Theon, Kemal gibi bakışlarını ay ışığının vurduğu göl'e çevirdi. Yanındaki ufak çakıl taşlarını eline alarak tane tane o da göl'e atmaya başladı.
"Beni görmeden iki saniye duramıyorsunuz Theon Konstantaras."
"Çok mütevazisin Ali Kemal. Elimde olsa seninle aynı havayı dahi solumam."
"Aslına bakarsanız bu sizin elinizde." Dedi Kemal bakışlarını Theon'a çevirerek. "Kendinizi bir yerden aşağı atın."
"Seninle iki saniye konuşmak bile canımı sıkmaya yetti."
"Burası gizli bir yer benim için, canım sıkkın olduğunda ya da yalnız kalmak istediğimde gelirim buraya. Tek siz biliyorsunuz, aramızda kalırsa müteşekkir olurum."
Başını sallayarak onay verdi Theon Kemal'in bu sözlerine karşı.
"O da mı bilmiyor?"
"Kim?"
"Tahir."
"Hayır."
"Anladım öyleyse."
"Neden?" Diye sordu Kemal.
"Yakın arkadaşsınız diye duydum, o yüzden." Dedi Theon ayağa kalkıp. "Yarın akşam nişanım var, onun hazırlıkları ile ilgileneceğim.
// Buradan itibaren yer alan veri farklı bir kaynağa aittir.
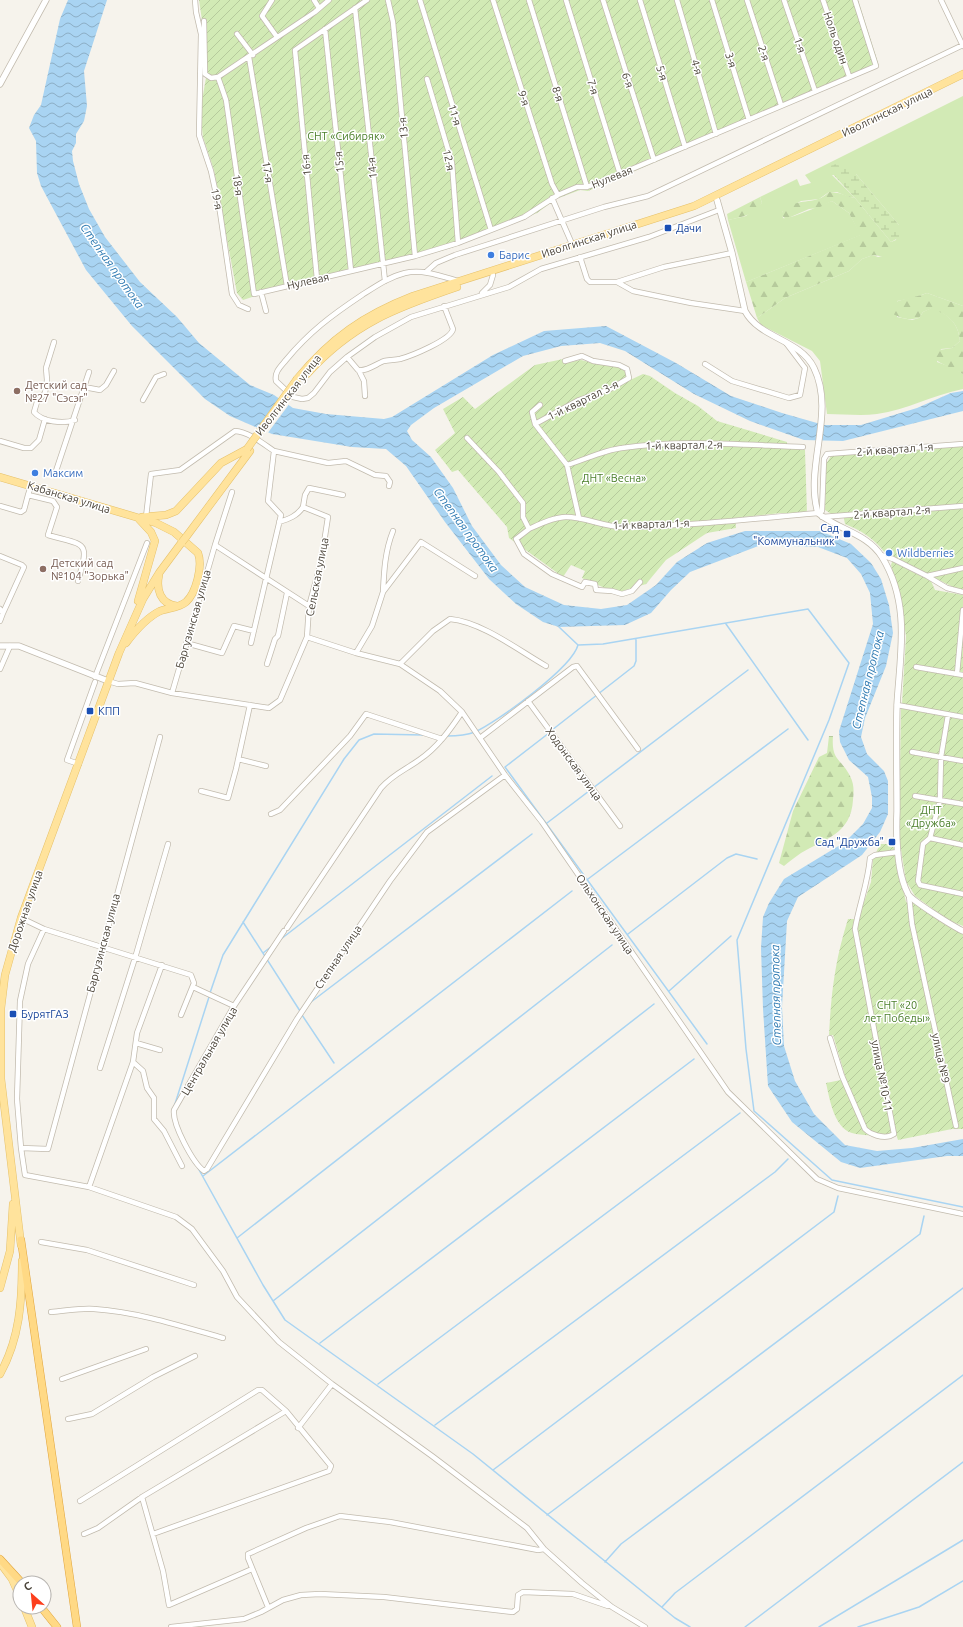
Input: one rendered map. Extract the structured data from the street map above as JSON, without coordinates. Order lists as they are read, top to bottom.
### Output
{
  "streets": {
    "main road": ["Иволгинская улица", "Кабанская улица", "Дорожная улица"],
    "street": [
      "Ноль один",
      "1-я",
      "2-я",
      "3-я",
      "4-я",
      "5-я",
      "6-я",
      "7-я",
      "8-я",
      "9-я",
      "11-я",
      "13-я",
      "12-я",
      "15-я",
      "16-я",
      "14-я",
      "17-я",
      "Нулевая",
      "18-я",
      "19-я",
      "1-й квартал 3-я",
      "1-й квартал 2-я",
      "2-й квартал 1-я",
      "2-й квартал 2-я",
      "1-й квартал 1-я",
      "Сельская улица",
      "Баргузинская улица",
      "Ходонская улица",
      "Ольхонская улица",
      "Степная улица",
      "Центральная улица",
      "улица №9",
      "улица №10-11"
    ]
  },
  "crossings": [
    ["Ноль один", "Нулевая"],
    ["1-я", "Нулевая"],
    ["2-я", "Нулевая"],
    ["3-я", "Нулевая"],
    ["4-я", "Нулевая"],
    ["5-я", "Нулевая"],
    ["6-я", "Нулевая"],
    ["7-я", "Нулевая"],
    ["8-я", "Нулевая"],
    ["9-я", "Нулевая"],
    ["Иволгинская улица", "Кабанская улица"],
    ["Иволгинская улица", "Дорожная улица"],
    ["11-я", "Нулевая"],
    ["13-я", "Нулевая"],
    ["12-я", "Нулевая"],
    ["15-я", "16-я"],
    ["15-я", "Нулевая"],
    ["16-я", "Нулевая"],
    ["14-я", "Нулевая"],
    ["17-я", "Нулевая"],
    ["Нулевая", "18-я"],
    ["2-й квартал 1-я", "2-й квартал 2-я"],
    ["2-й квартал 1-я", "1-й квартал 1-я"],
    ["2-й квартал 2-я", "1-й квартал 1-я"],
    ["Сельская улица", "Ольхонская улица"],
    ["Ольхонская улица", "Степная улица"],
    ["Ольхонская улица", "Центральная улица"],
    ["Степная улица", "Центральная улица"]
  ],
  "water": ["Степная протока"],
  "parks": [
    "СНТ «Сибиряк»",
    "ДНТ «Весна»",
    "ДНТ «Дружба»",
    "СНТ «20 лет Победы»"
  ],
  "places": {
    "transit": [
      "Дачи",
      "Сад \"Коммунальник\"",
      "КПП",
      "Сад \"Дружба\"",
      "БурятГАЗ"
    ],
    "other": [
      "Барис",
      "Детский сад №27 \"Сэсэг\"",
      "Максим",
      "Wildberries",
      "Детский сад №104 \"Зорька\""
    ]
  },
  "north": "top left"
}
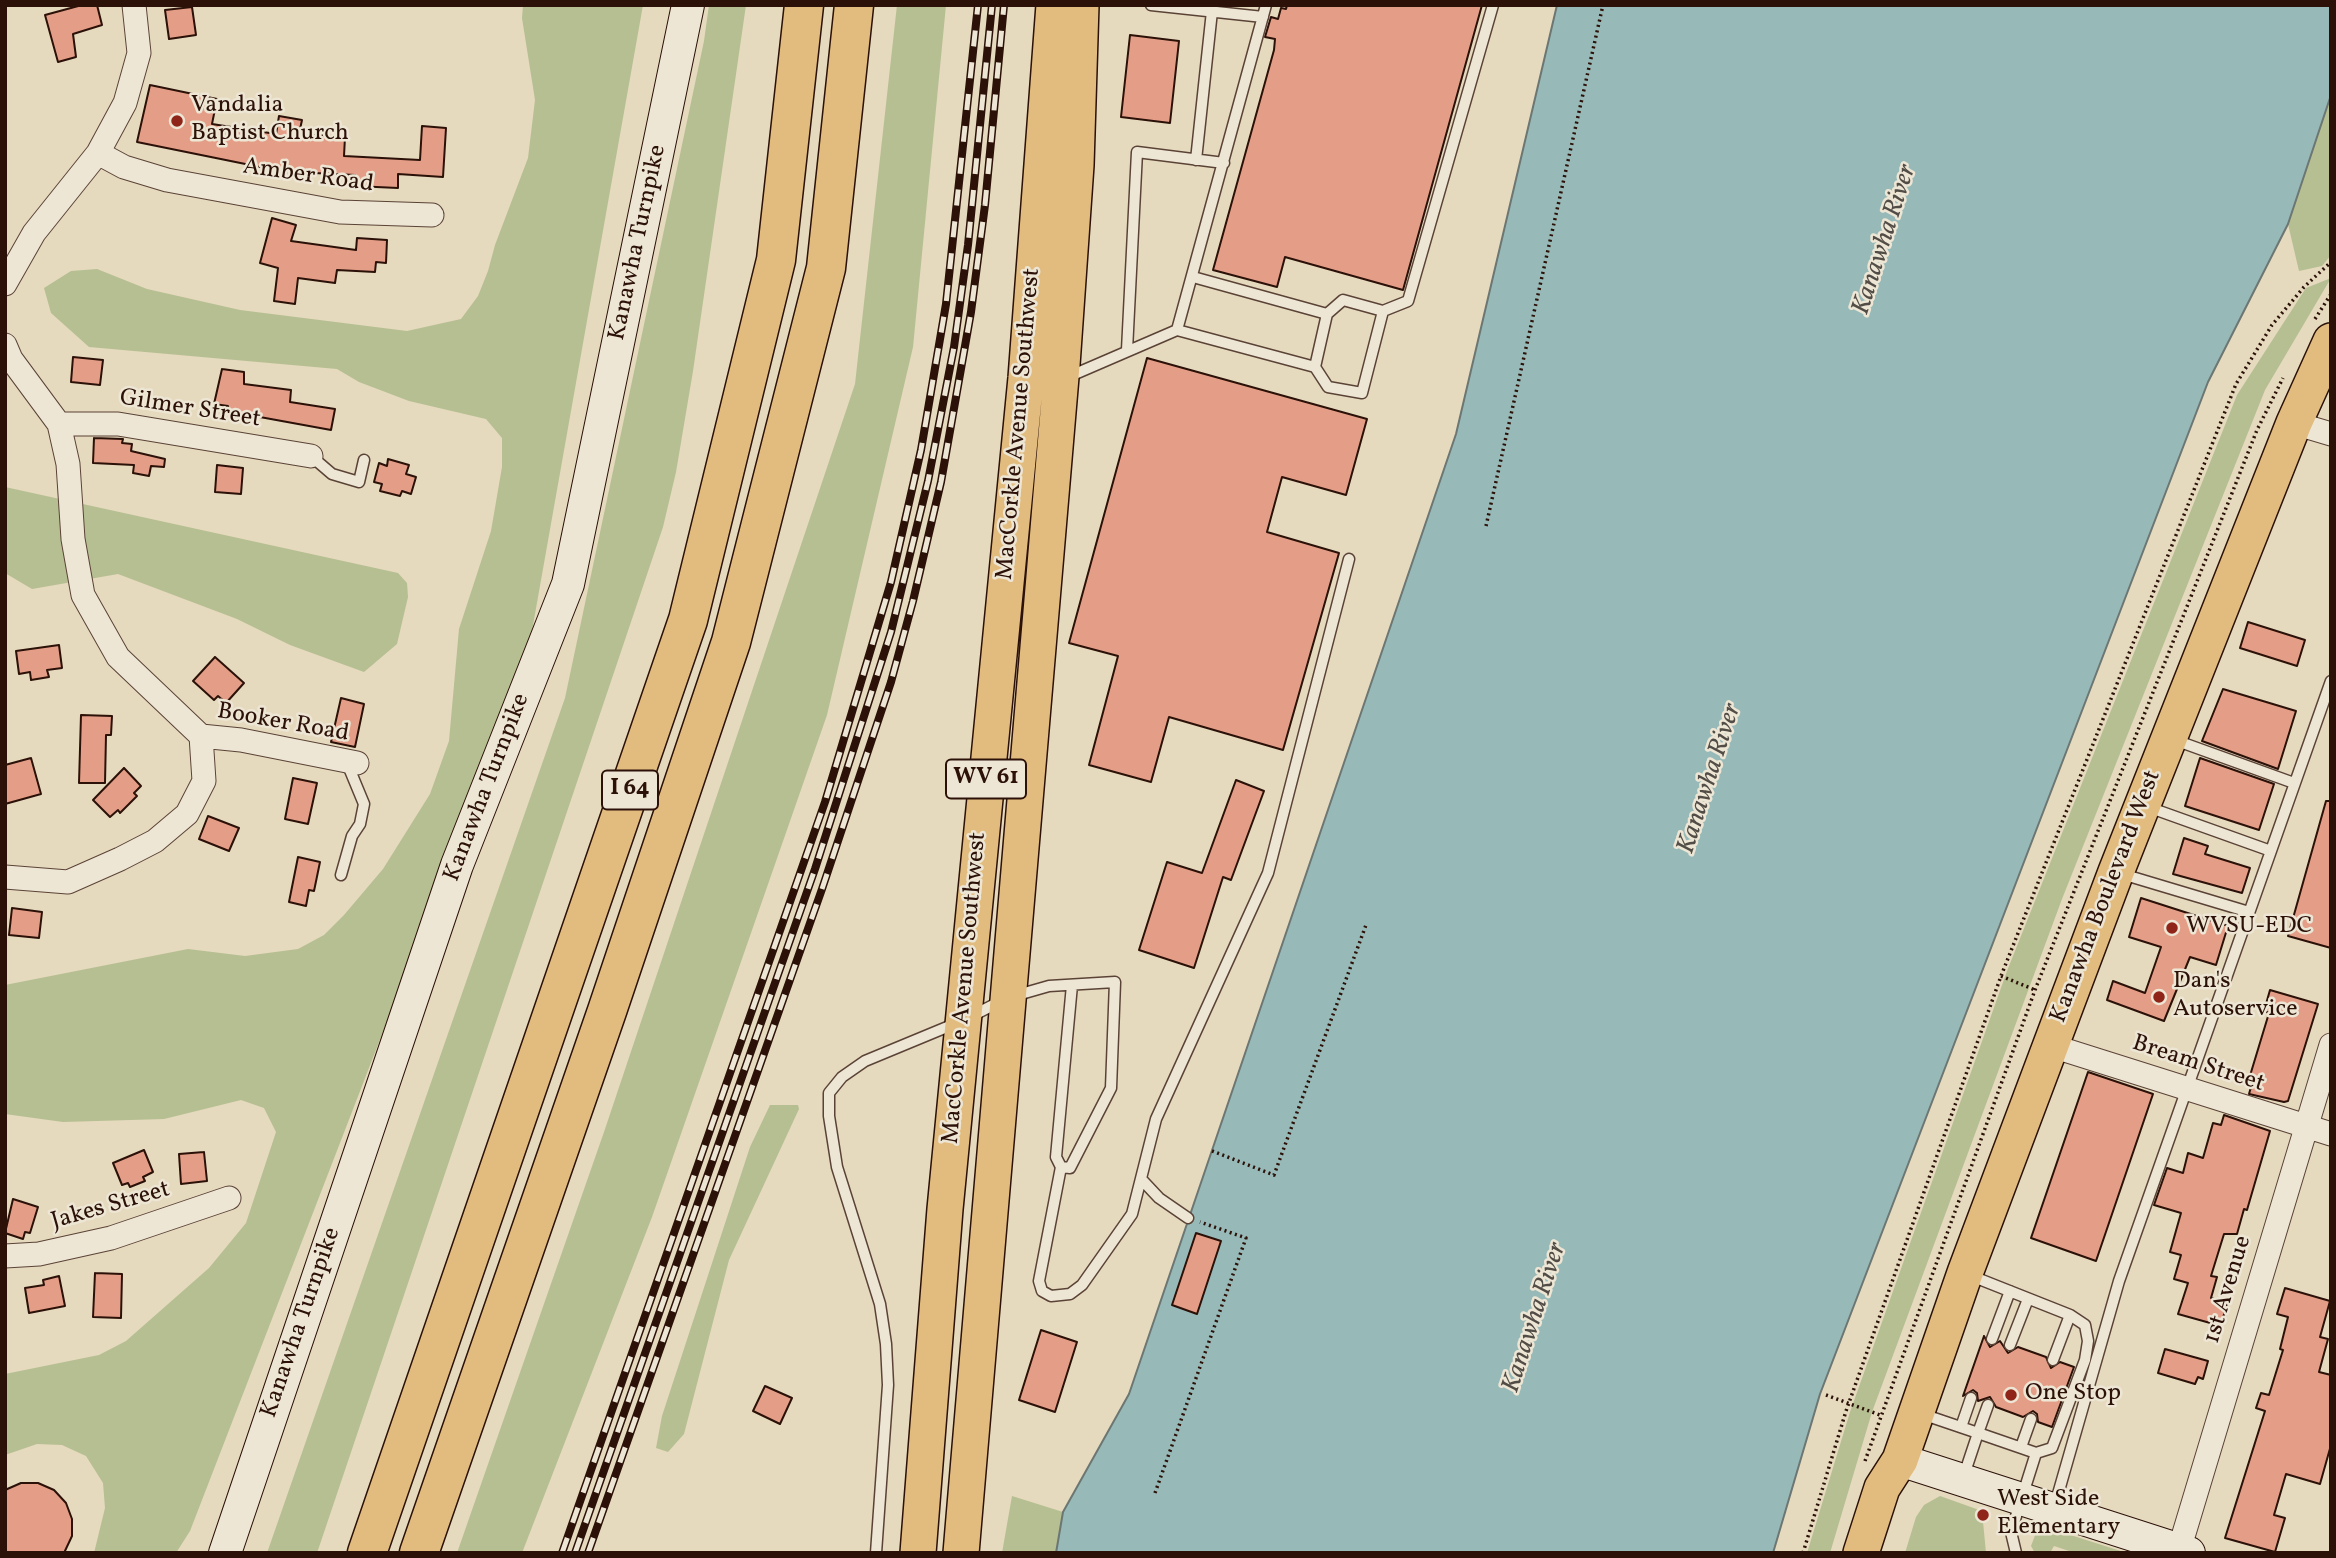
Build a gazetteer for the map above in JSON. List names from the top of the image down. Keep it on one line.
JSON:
{"streets":{"highway":["I 64"],"main road":["Kanawha Turnpike","MacCorkle Avenue Southwest","WV 61","Kanawha Boulevard West"],"street":["Amber Road","Gilmer Street","Booker Road","Bream Street","Jakes Street","1st Avenue"]},"crossings":[["Kanawha Boulevard West","Bream Street"],["Bream Street","1st Avenue"]],"water":["Kanawha River"],"places":["Vandalia Baptist Church","WVSU-EDC","Dan's Autoservice","One Stop","West Side Elementary"]}
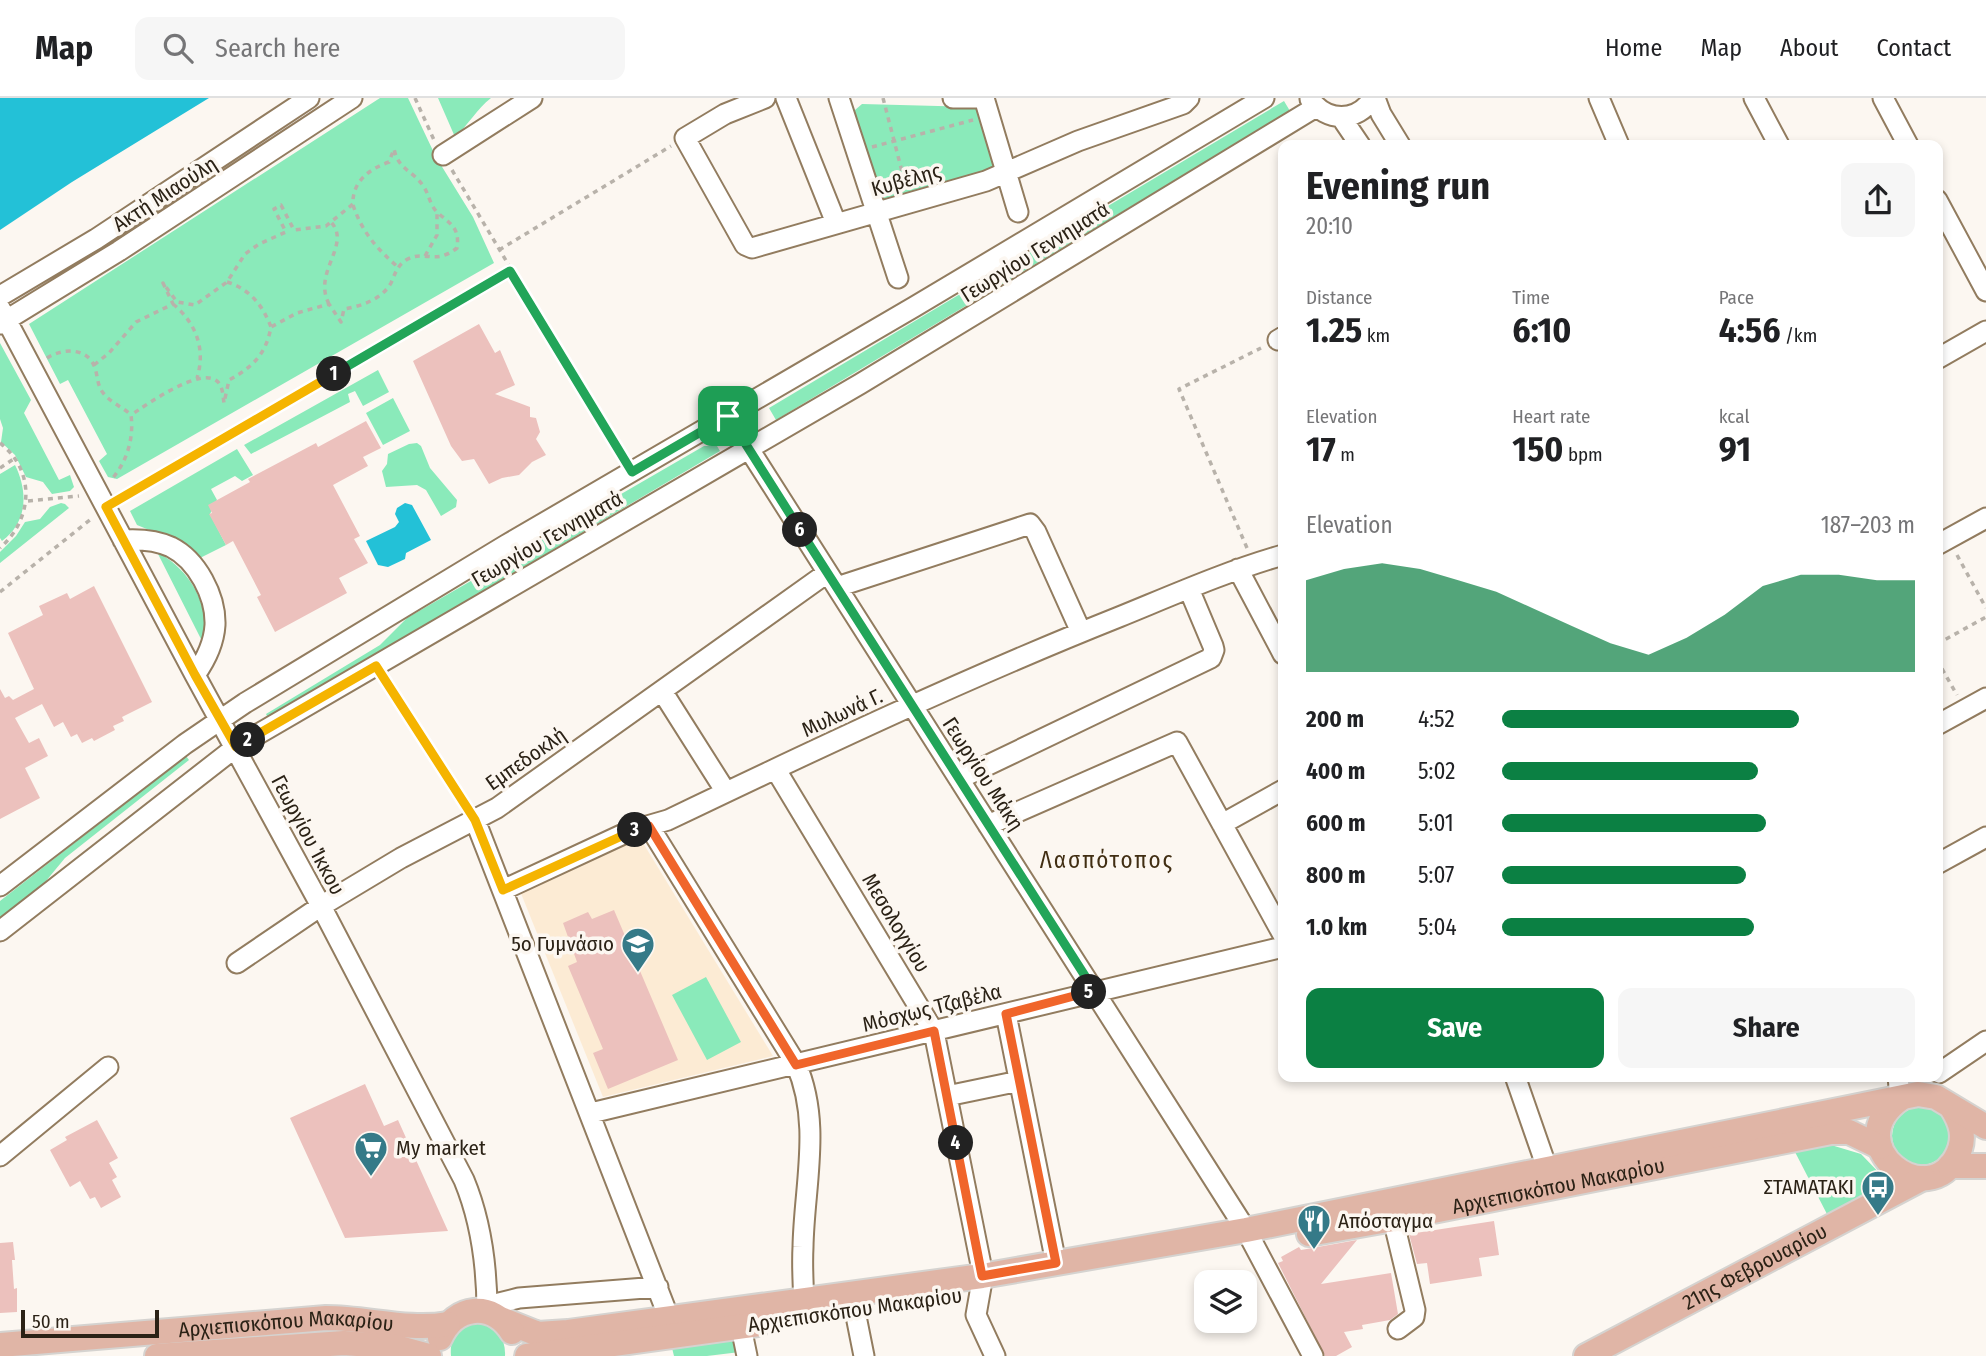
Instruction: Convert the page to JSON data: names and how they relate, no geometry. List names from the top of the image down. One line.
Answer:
{"streets":{"main road":["Αρχιεπισκόπου Μακαρίου","21ης Φεβρουαρίου"],"street":["Κυβέλης","Ακτή Μιαούλη","Γεωργίου Γεννηματά","Μυλωνά Γ.","Εμπεδοκλή","Γεωργίου Μάκη","Γεωργίου Ίκκου","Μεσολογγίου","Μόσχως Τζαβέλα"]},"crossings":[["Ακτή Μιαούλη","Γεωργίου Ίκκου"],["Γεωργίου Γεννηματά","Γεωργίου Μάκη"],["Γεωργίου Γεννηματά","Γεωργίου Ίκκου"],["Μυλωνά Γ.","Εμπεδοκλή"],["Μυλωνά Γ.","Γεωργίου Μάκη"],["Μυλωνά Γ.","Μεσολογγίου"],["Εμπεδοκλή","Γεωργίου Μάκη"],["Εμπεδοκλή","Γεωργίου Ίκκου"],["Γεωργίου Μάκη","Μόσχως Τζαβέλα"],["Γεωργίου Μάκη","Αρχιεπισκόπου Μακαρίου"],["Γεωργίου Ίκκου","Αρχιεπισκόπου Μακαρίου"],["Μεσολογγίου","Μόσχως Τζαβέλα"],["Μεσολογγίου","Αρχιεπισκόπου Μακαρίου"],["Αρχιεπισκόπου Μακαρίου","21ης Φεβρουαρίου"]],"districts":["Λασπότοπος"],"places":{"school or university":["5ο Γυμνάσιο"],"supermarket":["My market"],"bus stop":["ΣΤΑΜΑΤΑΚΙ"],"restaurant":["Απόσταγμα"]},"scale_bar":"50 m","page":{"header":"Map","search":"Search here","nav":["Home","Map","About","Contact"],"heading":["Evening run","20:10"],"stats":[["Distance","1.25 km"],["Time","6:10"],["Pace","4:56 /km"],["Elevation","17 m"],["Heart rate","150 bpm"],["kcal","91"]],"pins":["1","6","2","3","5","4"],"chart":["Elevation","187–203 m"],"list":[{"name":"200 m","note":"4:52"},{"name":"400 m","note":"5:02"},{"name":"600 m","note":"5:01"},{"name":"800 m","note":"5:07"},{"name":"1.0 km","note":"5:04"}],"buttons":["Save","Share"],"scale":"50 m"}}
Seni de görmek istediğimi unutma."
"Kalsın." Dedi soğuk bir ses tonuyla göl'e taş atmaya devam ederken. "Toplu alanları sevmem, sana ve eşine mutluluklar."
Theon başını teşekkür edermişcesine salladı. Yavaş adımlarla geldiği yoldan döndü ormanın içine doğru. Ertesi gün, sabah olduğunda Tahir'in babasının dükkanında buluştular.
"Nasıl geçti Kemal? Anlat merak ettirme adamı ha."
"Anlatacağım oğlum, sakin olun az."
Ali çayları koyarken bir yandan da onları dinliyordu, koymayı bitirdikten sonra yanlarına oturdu.
ŞİMDİ OKUDUĞUN
Anlat ya Kemal. (Boy X Boy)
RomanceAl Sancak nihayetinde ölmüştü. Hayır, Al Sancak halkın arasında neden olduğu ölümü acımasızca izliyordu. Yüzünde hiçbir tepki yoktu, ne acı ne de merhamet. Tetiği Kemal çekmese de Petros'u öldüren oydu. Bu ilk cinayetiydi, belki de son olmayacaktı...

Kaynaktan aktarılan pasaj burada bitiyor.